Of course the MOW plows were out clearing the mianline so the day's freight could get through.. 


















Nothing quite like running through canyons of snow.. 

I hope we hear from Bryan today.. Apparently they got hit with even more snow than we did here in the south valley areas. He's probably out shoveling.


----------



## Richard Smith (Jan 2, 2008)

Dave, 

Looks like real winter railroading. Nice shots! 

One thing to remember...On the positive side, the benchwork acts the same as a bridge and will retain snow for a time after it has already melted from the surrounding ground. On the (possibly) negative side, it'll freeze solid as a rock if you have a freeze while the snow's still on there so if you're going to want to run the next day and there'll be a freeze it's a good idea to remove the snow from critical areas for the night. At least unlike the RR being on the ground you'll have the option. 

I had that happen to me. One lousy day of snow all year put less than an inch on the railroad. I rushed out to set up for some photographs since I knew the snow wouldn't last more than a day. Within a few hours all traces of snow had melted on the ground around the railroad but I still had snow on top that evening. During the night we had what for us is fairly rare, a freeze. Temps dipped to 28F and the snow on the RR froze solid for two days. hehe! Couldn't budge it without damaging the line so everything was immobile for that time. Third day the temps went back up and everything melted off.


----------



## Paul Norton (Jan 8, 2008)

Posted By Big John on 02/13/2008 9:55 AM
I am just waiting for the weather to warm up so I can dig holes, install the support legs and tie them together into a continuious road bed.

John

If the soil is undisturbed you can use patio stones and deck blocks instead of digging holes. In some areas we have used crushed stone under the patio stones to level them.
 








 
We have lots of snow and deep frosts, but the railway has always remained level.


----------



## Dave F (Jan 2, 2008)

Paul. 
That's exactly what I'm planning on for support. Glad to hear that you're having success with it.


----------



## Big John (Jan 4, 2008)

What a great idea to use the patio blocks. I was just dreading the thought of having to dig an average of five post holes for each platform. I have 25 platforms so far so that would be 125 holes each about 24" deep. Yes the ground where my layout will be located is the original undisturbed soil as the back yard area was never excavated to build the house. Did you do anything in the way of diging out a shallow level pad and adding some stone under the blocks to set them in the ground? I know the cost of the blocks will add up but I will save two feet of 4x4 for each post plus the cement and stone to backfill the hole around the post.
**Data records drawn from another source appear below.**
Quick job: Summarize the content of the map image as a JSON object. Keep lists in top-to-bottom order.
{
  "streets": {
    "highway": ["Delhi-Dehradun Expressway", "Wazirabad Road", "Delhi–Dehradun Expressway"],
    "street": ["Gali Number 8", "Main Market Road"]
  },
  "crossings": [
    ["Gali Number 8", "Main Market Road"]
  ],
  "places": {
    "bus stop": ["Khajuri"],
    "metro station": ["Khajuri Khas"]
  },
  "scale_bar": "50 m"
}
Might be a trade off in cost when I am finished. It will definetly be a lot less work than digging holes. I can probably get started earlier than I planned using this approach.

John


----------



## Big John (Jan 4, 2008)

OOPS, sorry Paul I can see in the picture you have a cement patio stone under the post supports. I might try to remove the sod and level the area with about an inch of crushed stone before I set the post supports. What do you think? I have been living in Delaware for two years and the winter weather has never had long periods of temperatures below freezing. In fact the coldest it has been that I can remember was one time when it was 18 degrees overnight. Since we are in climate zone 7 I think that means the average coldest days are 10 degrees or higher. I think that works out to about -5 degrees celsius for you Canadians.

John


----------



## Dougald (Jan 2, 2008)

John 

As Paul has shown, we often place patio stones under the deck blocks but not always. Quite often, crusher fines (stone dust) are used to provide a pad for the deck block. The ground must be level in any case so a few shovel fulls of something are needed to make it that way. 
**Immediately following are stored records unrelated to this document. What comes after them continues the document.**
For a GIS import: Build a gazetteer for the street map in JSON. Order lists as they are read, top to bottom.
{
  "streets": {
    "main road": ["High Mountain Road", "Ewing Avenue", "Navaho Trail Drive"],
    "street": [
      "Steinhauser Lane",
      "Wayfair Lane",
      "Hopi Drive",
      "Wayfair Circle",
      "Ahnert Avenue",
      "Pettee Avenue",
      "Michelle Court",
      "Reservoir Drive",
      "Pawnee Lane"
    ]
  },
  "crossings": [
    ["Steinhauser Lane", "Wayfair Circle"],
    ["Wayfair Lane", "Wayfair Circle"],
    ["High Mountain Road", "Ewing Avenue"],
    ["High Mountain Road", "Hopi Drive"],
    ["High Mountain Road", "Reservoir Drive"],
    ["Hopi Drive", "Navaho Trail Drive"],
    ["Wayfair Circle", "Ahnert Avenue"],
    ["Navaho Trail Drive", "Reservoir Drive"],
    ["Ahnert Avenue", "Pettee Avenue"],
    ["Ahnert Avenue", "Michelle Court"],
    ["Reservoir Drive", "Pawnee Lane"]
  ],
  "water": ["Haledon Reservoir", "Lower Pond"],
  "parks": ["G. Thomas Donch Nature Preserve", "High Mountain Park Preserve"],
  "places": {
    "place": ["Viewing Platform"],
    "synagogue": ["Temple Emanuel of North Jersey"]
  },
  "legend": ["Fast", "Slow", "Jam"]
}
Actually, we use the building code recommendation for our area for building decks. It basically says that if the soil is compacted and undisturbed then deck blocks are fine; if the soil has been disturbed or is not compacted, then footings below the frost line are required. In our area, the frost line is 42 inches so this commonly means post holes and sona tubes set 54 inches deep. That is wayyyy too much work especially where tree roots and rocks are concerned even if you rent a power auger. 
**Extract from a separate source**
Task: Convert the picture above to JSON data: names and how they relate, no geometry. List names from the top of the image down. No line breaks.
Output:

Check the building code in your area and see what it says about decks - that will give you some assurance that your construction will stand up to the weather. 

Regards ... Doug


----------



## Big John (Jan 4, 2008)

My neighbor is a home builder. He told me that just removing the sod and setting the post support blocks on the ground with some crushed stone to level the base would be fine for what I am doing. Just to be sure I called the building permits department and they said I did not require a building permit for the train platforms. It falls into the same category as a flower trellis as there will not be people standing or sitting on the platforms. They also told me there is not a building code for foundations for these types of structures. So I am good to go with just using the post blocks directly on the ground. Now I have to shop around for them and see what price they are going for in my area.

John


----------